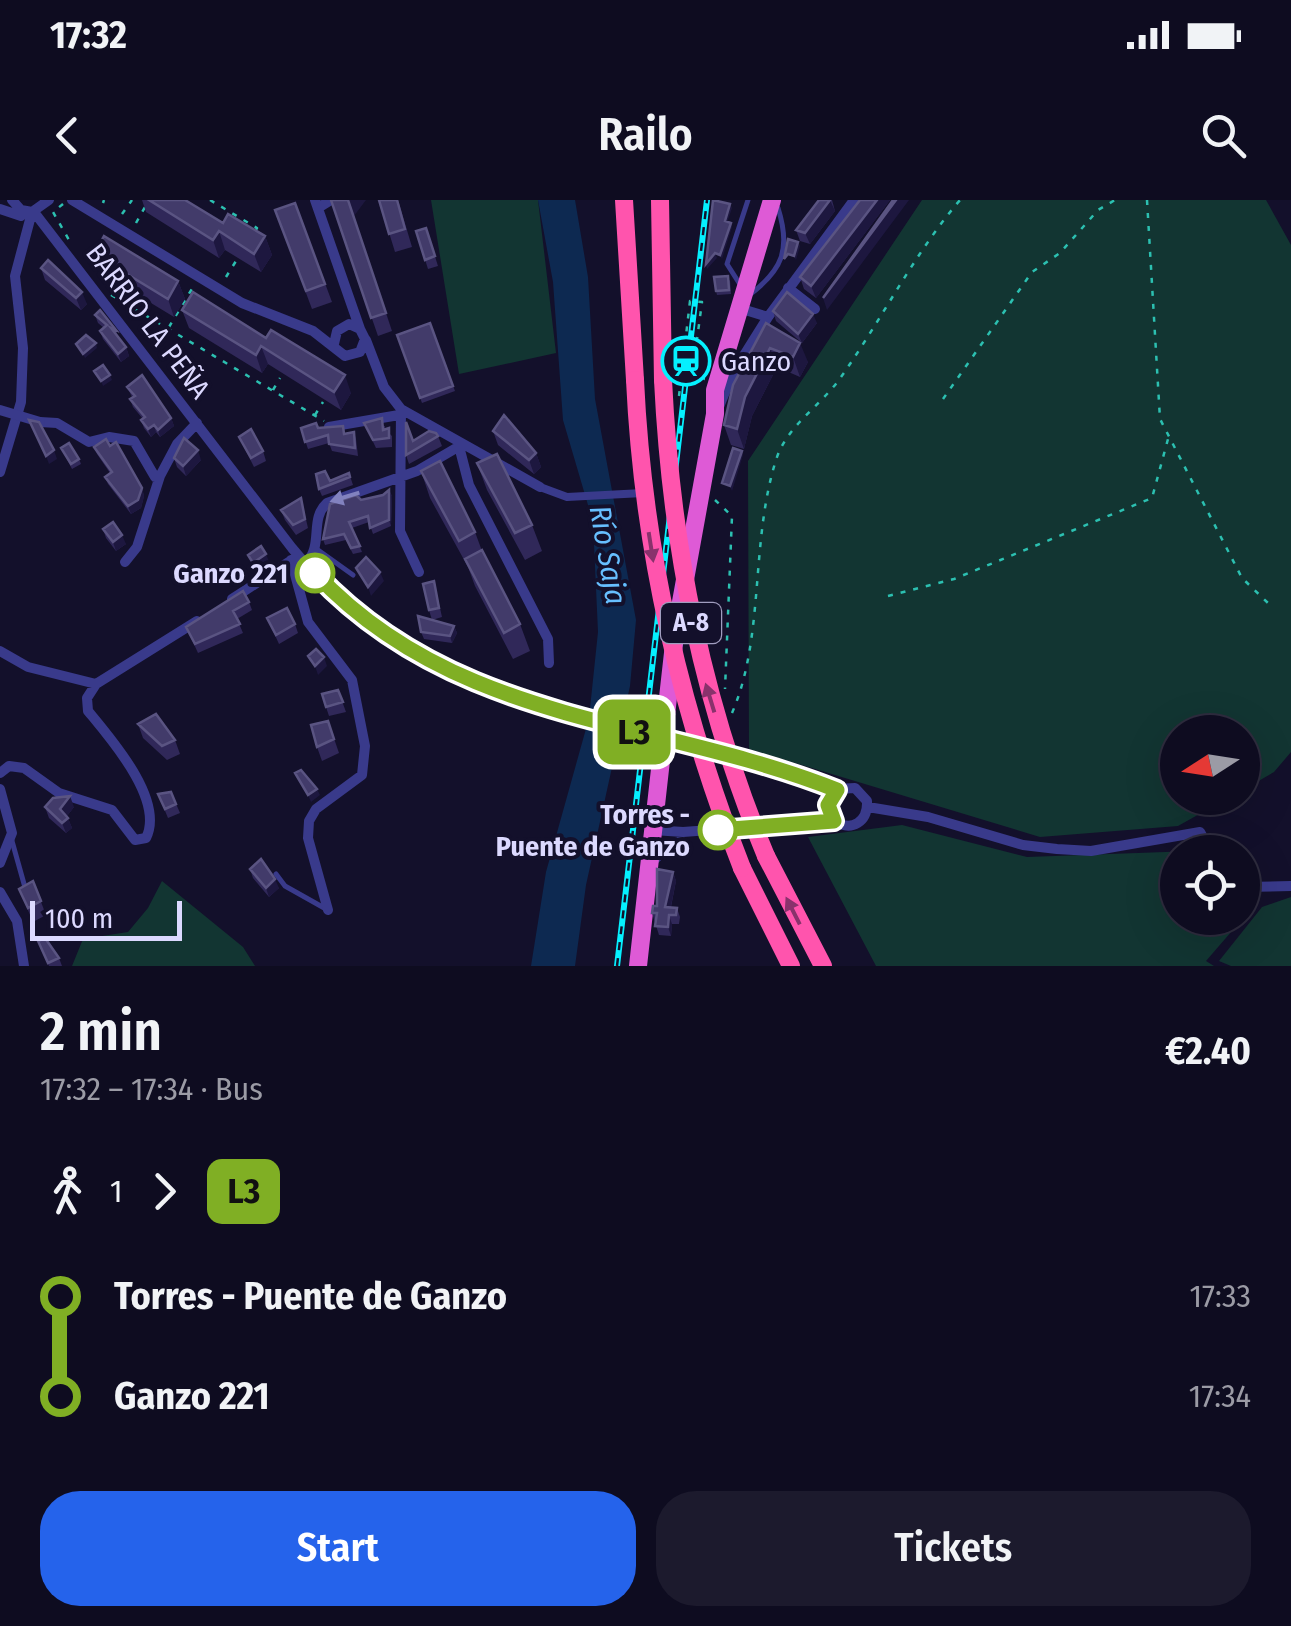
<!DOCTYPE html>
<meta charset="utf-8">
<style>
:root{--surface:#0e0c20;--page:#1c1a2d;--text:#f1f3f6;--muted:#9b9ba5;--line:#2e2c3e;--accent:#2563eb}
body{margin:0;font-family:"Fira Sans Condensed",sans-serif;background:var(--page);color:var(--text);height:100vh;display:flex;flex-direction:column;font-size:38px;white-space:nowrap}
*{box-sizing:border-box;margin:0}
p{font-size:32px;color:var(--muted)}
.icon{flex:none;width:55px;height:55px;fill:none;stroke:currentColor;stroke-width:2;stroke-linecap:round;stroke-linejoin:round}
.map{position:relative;height:766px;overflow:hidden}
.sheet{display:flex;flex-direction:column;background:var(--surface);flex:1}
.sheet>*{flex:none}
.badge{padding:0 20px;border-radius:15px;font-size:35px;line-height:65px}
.needle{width:65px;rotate:258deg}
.controls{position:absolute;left:1160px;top:515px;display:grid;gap:20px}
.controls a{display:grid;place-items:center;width:100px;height:100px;border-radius:50%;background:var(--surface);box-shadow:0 10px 40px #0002,0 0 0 2px var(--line);font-size:50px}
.scale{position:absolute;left:30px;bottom:25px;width:152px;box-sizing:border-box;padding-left:10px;border:5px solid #dcd9ff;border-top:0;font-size:28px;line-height:35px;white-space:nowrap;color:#dcd9ff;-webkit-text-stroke:8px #13102b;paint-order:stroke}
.map>.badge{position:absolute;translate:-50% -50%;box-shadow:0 0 0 5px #fff}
.legs{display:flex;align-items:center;gap:15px;height:110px;padding:0 40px;font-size:32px}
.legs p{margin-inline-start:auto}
.summary{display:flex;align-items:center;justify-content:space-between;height:170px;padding:0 40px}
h1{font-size:55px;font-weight:600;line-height:75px}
.action{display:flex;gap:20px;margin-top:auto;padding:20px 40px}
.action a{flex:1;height:115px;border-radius:40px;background:var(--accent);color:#fff;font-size:40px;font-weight:600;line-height:115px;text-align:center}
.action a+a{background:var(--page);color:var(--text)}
ul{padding:0 40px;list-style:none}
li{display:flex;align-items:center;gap:35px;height:100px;font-size:38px}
li i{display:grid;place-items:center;width:15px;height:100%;margin:0 12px;background:currentColor}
li i::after{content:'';width:25px;height:25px;margin:-12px;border:8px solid;border-radius:50%;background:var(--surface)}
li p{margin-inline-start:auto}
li:first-child i{background:linear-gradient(#0000 50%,currentColor 0)}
li:last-child i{background:linear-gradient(currentColor 50%,#0000 0)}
.status{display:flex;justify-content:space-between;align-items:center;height:70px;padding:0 50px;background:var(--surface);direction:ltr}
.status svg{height:28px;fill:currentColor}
header{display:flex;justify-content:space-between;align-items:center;height:130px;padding:0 40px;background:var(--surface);font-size:45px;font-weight:600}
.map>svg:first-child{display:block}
.green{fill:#123532}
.water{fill:#0d2951}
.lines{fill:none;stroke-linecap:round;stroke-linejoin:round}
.path{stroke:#2cc0b1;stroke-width:2.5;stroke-dasharray:5 8;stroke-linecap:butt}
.service{stroke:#393a8b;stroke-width:5}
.pedestrian{stroke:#393a8b;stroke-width:8}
.minor{stroke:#393a8b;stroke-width:10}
.trunk{stroke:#de5ad6;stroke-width:18}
.motorway{stroke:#ff54ad;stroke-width:18}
.rail-casing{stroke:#05f0ff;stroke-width:6}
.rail{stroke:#13102b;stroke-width:2.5;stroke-dasharray:8;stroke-linecap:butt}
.minor-bridge{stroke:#393a8b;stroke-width:10}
.motorway-bridge{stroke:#ff54ad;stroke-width:18}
.wall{fill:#302859}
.shaded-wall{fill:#1d173f}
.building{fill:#423b6a;stroke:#5a5482;stroke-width:2.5}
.oneway{fill:#8282bf}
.oneway2{fill:#89326c}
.line-1-casing{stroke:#fff;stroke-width:22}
.line-1{stroke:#80af24;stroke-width:15}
.stop-1-dot{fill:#fff;stroke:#80af24;stroke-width:5}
.labels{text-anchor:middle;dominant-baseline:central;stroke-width:8;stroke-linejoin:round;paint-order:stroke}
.shield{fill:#13102b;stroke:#a09dbf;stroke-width:2.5}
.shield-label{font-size:25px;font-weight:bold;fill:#dcd9ff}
.street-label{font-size:28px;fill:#dcd9ff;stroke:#13102b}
.poi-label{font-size:28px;fill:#dcd9ff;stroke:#13102b;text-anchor:start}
.stop-label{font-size:28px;font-weight:bold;fill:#dcd9ff;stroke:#13102b;text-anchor:end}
.water-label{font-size:30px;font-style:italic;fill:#67bfff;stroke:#13102b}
</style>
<div class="status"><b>17:32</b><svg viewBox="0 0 49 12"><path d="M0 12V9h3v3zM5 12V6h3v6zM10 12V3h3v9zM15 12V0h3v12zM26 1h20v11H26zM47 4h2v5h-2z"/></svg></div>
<header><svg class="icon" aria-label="back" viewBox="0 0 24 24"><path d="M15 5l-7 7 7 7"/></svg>Railo<svg class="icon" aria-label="search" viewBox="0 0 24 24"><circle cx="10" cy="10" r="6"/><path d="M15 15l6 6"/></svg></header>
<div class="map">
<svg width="1291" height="766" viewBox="0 0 1291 766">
<rect width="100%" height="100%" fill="#13102b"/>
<path class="green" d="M431,0H538L556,153L459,174Z
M922,0H1266L1291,45V552L1274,572L1243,590L1242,532H1178V598H1228L1178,626L1040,637L749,549L748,261Z
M902,625L1027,657L1193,651L1178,652V718H1242L1243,690L1257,702L1206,761L1214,766H876L808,637Z
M162,681L243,747L255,766H72L83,739L128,732L148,708Z
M1291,697V766H1231L1219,761L1262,707Z"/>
<path class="water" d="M538,0H575L588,77L595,199L636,420L630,486L586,685L575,766H531L546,672L589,518L598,432L593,322L563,220L553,82Z"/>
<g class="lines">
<path class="path" d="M210,0L257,28L255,32
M1147,0L1160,219L1242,378L1268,403
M103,3L104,0
M63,4L53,12L69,40
M122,14L132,0
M136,23L145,7
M226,77L236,61
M111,95L324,221
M169,127L193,87
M273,190L280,178
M679,196L690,101L702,102L692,177L705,179
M943,199L1032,72L1060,53L1098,10L1115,0
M315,215L323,202
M715,300L732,316L725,489
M888,396L954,379L1152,298L1168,239
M732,513C765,437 750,342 776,260C787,225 821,206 841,177C882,119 914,54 960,0"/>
<path class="service" d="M741,86L727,64L748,0
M748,96C783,70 791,49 778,8
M318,350L353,375
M12,641L26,691
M276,674L285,686L326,709"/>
<path class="pedestrian" d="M540,287L567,297L643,293"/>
<path class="minor" d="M12,0L21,10L32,12L49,0
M72,0L242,103L313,131L345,156L360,152L365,139L360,129L349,124L337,131L334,144
M315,0L360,129
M318,8L331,0
M0,9L21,16
M34,12L292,348C356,426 441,475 536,505
M788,88L815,109
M742,109L768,117
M366,140L384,187L401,209L540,287
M401,209L400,331L419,372
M718,209L733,173L768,117L854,0
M40,222L57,223L89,242L109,237L134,241L155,277L160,276L177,244L197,223
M329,227L399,215
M460,250L469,285L548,439L549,463
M0,272L21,202L23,148L15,76L32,12
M291,360L308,422L352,480L365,546L362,575L316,609L309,621L308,638L328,710
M125,362L137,347L160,276
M306,363C324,345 309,319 327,303L417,271L463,244
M232,399L298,356
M0,451L28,467L96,484
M0,573L9,566L24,568L59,593L112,610L135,640L146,638C165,600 111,539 88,511L87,498L96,484L197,421
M0,589L12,633L0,663
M868,607L928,617L1023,645L1057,649L1091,651L1200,632L1211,652
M834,621L828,605L837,589
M653,630L683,632L834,621C852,632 868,622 867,601L855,588L837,589L705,550
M652,662L683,632
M1242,687L1291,686
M0,692L17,721L24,766"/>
<path class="trunk" d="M638,766L675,435L715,214V190L772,0"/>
<path class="motorway" d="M624,0L635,180
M660,0L663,180
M766,656L823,766
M742,668L791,766"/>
<g class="rail-casing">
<path id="rail" d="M617,766L707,0"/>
</g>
<use href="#rail" class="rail"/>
<path class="minor-bridge" d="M0,210L40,222
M536,505L704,550"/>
<path class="motorway-bridge" d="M635,180C643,351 680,509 742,668
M663,180C671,346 702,502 766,656"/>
</g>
<path class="wall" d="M142,0H185L223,23L265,36L272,55L261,72L225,50L219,58L146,12Z
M331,0L354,16L392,131L378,136Z
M379,0H398L412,47L395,52Z
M819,0H832L835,11L810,44L800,41L796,30Z
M860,0H890L816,98L804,89L800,77Z
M295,3L332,102L312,109L275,10Z
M426,28L438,66L428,69L416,31Z
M94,54L178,81L185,99L174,117L100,72Z
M41,68L87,104L81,110L45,80Z
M730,80L731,94L717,95L716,91Z
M193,92L351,193L341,210L268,164L262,173L189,128L182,110Z
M773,111L817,123L802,143L776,121Z
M95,115L116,130L118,137L126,147L129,156L121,162L103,139L100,131L104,128L98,123Z
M430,123L455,191L422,203L397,135Z
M766,123L808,162L800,177L777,167L752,216L744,249L731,245L724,225Z
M127,187L171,218L174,226L160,237L156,232L151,237L144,228L141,220L143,219L133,207L130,199L132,197Z
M364,223L385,226V229L392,236V247L376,248Z
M301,228H318L345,233L354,232L356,239L358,256L332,251L329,243L308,249Z
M493,231L536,253L541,267L534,274L498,245Z
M438,236L442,246L409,264L406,255L413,241Z
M239,237L263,251L266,261L254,267Z
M94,247L142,288L144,296L141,308L131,314L108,284L105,277L110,273L97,254Z
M61,248L79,259L81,264L72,269Z
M174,258L201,260L186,276L177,267Z
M477,263L532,325L542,351L525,360L487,290Z
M421,271L475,332L482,351L520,424L530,451L513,459L475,386L468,367L430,298Z
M349,273L353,285L322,296L319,289L330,281Z
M389,290L392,296L391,326L373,334L369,322L352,328L362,352L353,354L346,340L325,345L323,339L361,300L383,295Z
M301,298L308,328L296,335L285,320L281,310Z
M103,329L126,344L116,351L106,338Z
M434,381L442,417L432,420L429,410Z
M249,402L252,410L237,419L243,433L198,453L186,427Z
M267,418L295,424L298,433L279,444Z
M454,426L457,433L452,443L424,439L421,432Z
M338,490L346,512L329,516L326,507Z
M328,521L339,553L322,561L317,547Z
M138,524L175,540L180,554L167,560L143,538Z
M171,592L180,613L168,618L158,594Z
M45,607H74L67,616L72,628L66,633L49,618Z
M250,669L279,688L269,697L253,678Z
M673,672L676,681L671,707L677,708L680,717L679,724H672L671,736L659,735L652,713L657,706Z
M33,681L46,715L33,722L19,689Z
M38,741L59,758L62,766H49Z"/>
<path class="shaded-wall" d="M348,0H366L354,16L392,131Z
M830,0L835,11L810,44L805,33Z
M877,0H890L816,98L811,86Z
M896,0H909L827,110L823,98Z
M730,4L732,8L726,26L725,21Z
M731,23L732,27L722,59L720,55Z
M219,31L225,50L219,58L213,40Z
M265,36L272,55L261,72L254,54Z
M798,42L800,46L796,60L794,56Z
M715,53L717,58L707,69L706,64Z
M178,81L185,99L174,117L168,99Z
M82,92L87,104L81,110L76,98Z
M813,114L817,123L802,143L798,134Z
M96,143L97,148L85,158L83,154Z
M800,143L808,162L800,177L793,157Z
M261,146L268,164L262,173L256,155Z
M126,147L129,156L121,162L118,154Z
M770,148L777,167L752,216L744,249L737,229L745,197Z
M110,175L112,180L103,186L101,181Z
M345,175L351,193L341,210L334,192Z
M171,218L174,226L160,237L158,230Z
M154,225L156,232L151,237L148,229Z
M54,250L57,259L49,264L46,256Z
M198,250L201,260L186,276L183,266Z
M742,251L743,255L732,291L730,286Z
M536,253L541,267L534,274L529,260Z
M142,288L144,296L141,308L131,314L128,306Z
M389,290L392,296L391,326L389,320Z
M122,335L126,344L116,351L113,342Z
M266,354L270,364L256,372L253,363Z
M380,372L384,381L371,396L368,387Z
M454,426L457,433L452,443L450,436Z
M324,457L327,466L318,475L315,466Z
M317,589L320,595L311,602L308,595Z
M70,596L74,607L64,620L60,609Z
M68,618L72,628L66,633L62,623Z
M673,672L676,681L669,715L672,724L671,736L668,727L665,707Z
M275,679L279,688L269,697L266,688Z"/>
<path class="building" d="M149,0H185L223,23L228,14L265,36L254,54L219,31L213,40Z
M331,0H348L386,113L371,118Z
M379,0H397L405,29L389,34Z
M713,0L730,4L725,21L731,23L720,55L715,53L706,64Z
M819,0H830L805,33L796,30Z
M860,0H877L811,86L800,77Z
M893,0H896L823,98Z
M295,3L325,84L306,91L275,10Z
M426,28L435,56L425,60L416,31Z
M104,36L178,81L168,99L94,54Z
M788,39L798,42L794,56L788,54L784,59Z
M48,60L82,92L76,98L41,68Z
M728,76L729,90L716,91L714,77Z
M193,92L266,138L271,130L345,175L334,192L261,146L256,155L182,110Z
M787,92L813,114L798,134L773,111Z
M100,110L116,130L111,128L126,147L118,154L100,131L107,125L95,115Z
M430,123L453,186L420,198L397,135Z
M766,123L800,143L793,157L770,148L745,197L737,229L724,225L733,185Z
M86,135L96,143L83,154L76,144Z
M103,165L110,175L101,181L94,171Z
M142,175L171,218L158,230L154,225L148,229L141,220L145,217L130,199L135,196L127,187Z
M504,215L536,253L529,260L493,231Z
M382,218L383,230L389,228V238L373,240L364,223Z
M29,220L39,222L54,250L46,256Z
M406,222L413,241L429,231L436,233L438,236L406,255Z
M316,223L318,228L343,226L344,234L354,232L355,248L329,244L328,235L305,242L301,228Z
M251,229L263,251L251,258L239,237Z
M184,238L198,250L183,266L174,258Z
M106,239L110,246L116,242L142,288L138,300L128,306L105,277L112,272L94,247Z
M69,243L79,259L71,264L61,248Z
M733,248L742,251L730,286L722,283Z
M497,254L532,325L515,333L477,263Z
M440,261L475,332L459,341L421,271Z
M325,271L330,281L349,273L350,277L319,289L316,274Z
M389,290V320L370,328L368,316L349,322L360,346L351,348L344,334L323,339L330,304L356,295L361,300L383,295Z
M301,298L305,319L293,325L281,310Z
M113,322L122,335L113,342L103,329Z
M261,346L266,354L253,363L248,355Z
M482,350L520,424L504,433L465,359Z
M366,357L380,372L368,387L356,368Z
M434,381L439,408L429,410L423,384Z
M243,391L249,402L233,411L240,424L195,444L186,427Z
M287,408L295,424L276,435L267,418Z
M418,416L454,426L450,436L421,432Z
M316,449L324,457L315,466L308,456Z
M338,490L343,502L326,507L322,494Z
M156,514L175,540L162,546L138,524Z
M328,521L334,539L317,547L311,525Z
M301,570L317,589L308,595L295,573Z
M171,592L176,604L165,609L158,594Z
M70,596L60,609L68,618L62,623L45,607L53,598Z
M261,659L275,679L266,688L250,669Z
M657,669L673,672L665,707L677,708L676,715H669L668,727L655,726L657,713H652L653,706H657Z
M33,681L41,701L28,708L19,689Z
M45,738L59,758L48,763L38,741Z"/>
<defs><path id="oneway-solid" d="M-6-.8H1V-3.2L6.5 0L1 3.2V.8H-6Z" transform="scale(2.5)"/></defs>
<use class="oneway" href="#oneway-solid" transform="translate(345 297) rotate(163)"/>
<g class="oneway2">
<use href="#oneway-solid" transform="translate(651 347) rotate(81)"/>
<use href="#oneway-solid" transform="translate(710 498) rotate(-107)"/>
<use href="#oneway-solid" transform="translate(793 711) rotate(-117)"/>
</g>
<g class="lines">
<g class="line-1-casing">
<path id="line-1" d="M315,373C457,525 656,518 837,590L828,605L834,621L718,630"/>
</g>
<use href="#line-1" class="line-1"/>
</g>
<defs>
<g id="station-ring" transform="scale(2.5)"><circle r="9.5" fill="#13102b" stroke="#05f0ff" stroke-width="1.5"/><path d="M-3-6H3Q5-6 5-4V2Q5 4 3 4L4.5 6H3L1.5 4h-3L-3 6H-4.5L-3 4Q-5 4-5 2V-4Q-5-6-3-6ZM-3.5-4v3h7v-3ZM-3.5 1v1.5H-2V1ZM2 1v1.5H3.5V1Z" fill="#05f0ff"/></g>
</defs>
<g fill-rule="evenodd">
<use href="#station-ring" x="686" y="161"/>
</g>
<g class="stop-1-dot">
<circle cx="315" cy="373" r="18"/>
<circle cx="718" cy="630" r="18"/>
</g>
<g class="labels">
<rect class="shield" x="661" y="403" width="60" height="40" rx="8"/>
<g class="shield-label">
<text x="691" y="423">A-8</text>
</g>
<g class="street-label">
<text transform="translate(148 121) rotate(53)">BARRIO LA PEÑA</text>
</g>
<g class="poi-label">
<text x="721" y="161">Ganzo</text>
</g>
<g class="stop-label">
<text x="288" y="373">Ganzo 221</text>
<text x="690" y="614">Torres -<tspan x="690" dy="32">Puente de Ganzo</tspan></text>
</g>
<g class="water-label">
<text transform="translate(608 355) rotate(80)">Río Saja</text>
</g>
</g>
</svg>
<div class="controls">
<a><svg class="needle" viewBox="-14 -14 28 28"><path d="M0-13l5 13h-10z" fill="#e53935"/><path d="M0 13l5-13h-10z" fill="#9b9ba5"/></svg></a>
<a><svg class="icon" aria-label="locate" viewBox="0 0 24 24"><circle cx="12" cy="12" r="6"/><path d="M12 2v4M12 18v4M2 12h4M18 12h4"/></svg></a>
</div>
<div class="scale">100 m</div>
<b class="badge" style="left:634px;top:532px;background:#80af24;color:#111">L3</b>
</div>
<section class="sheet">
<div class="summary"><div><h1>2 min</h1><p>17:32 – 17:34 · Bus</p></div><b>€2.40</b></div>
<div class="legs"><svg class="icon" aria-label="walk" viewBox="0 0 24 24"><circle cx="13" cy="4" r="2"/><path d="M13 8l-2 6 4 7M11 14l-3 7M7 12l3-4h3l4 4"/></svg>1<svg class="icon" aria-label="forward" viewBox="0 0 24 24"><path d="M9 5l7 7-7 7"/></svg><b class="badge" style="background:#80af24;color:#111">L3</b></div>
<ul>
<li><i style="color:#80af24"></i><b>Torres - Puente de Ganzo</b><p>17:33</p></li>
<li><i style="color:#80af24"></i><b>Ganzo 221</b><p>17:34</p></li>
</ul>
<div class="action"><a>Start</a><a>Tickets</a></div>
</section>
# # #
Your goal = Set apart and copy each line of the records that holds the word "linecap".

Completed task =
.icon{flex:none;width:55px;height:55px;fill:none;stroke:currentColor;stroke-width:2;stroke-linecap:round;stroke-linejoin:round}
.lines{fill:none;stroke-linecap:round;stroke-linejoin:round}
.path{stroke:#2cc0b1;stroke-width:2.5;stroke-dasharray:5 8;stroke-linecap:butt}
.rail{stroke:#13102b;stroke-width:2.5;stroke-dasharray:8;stroke-linecap:butt}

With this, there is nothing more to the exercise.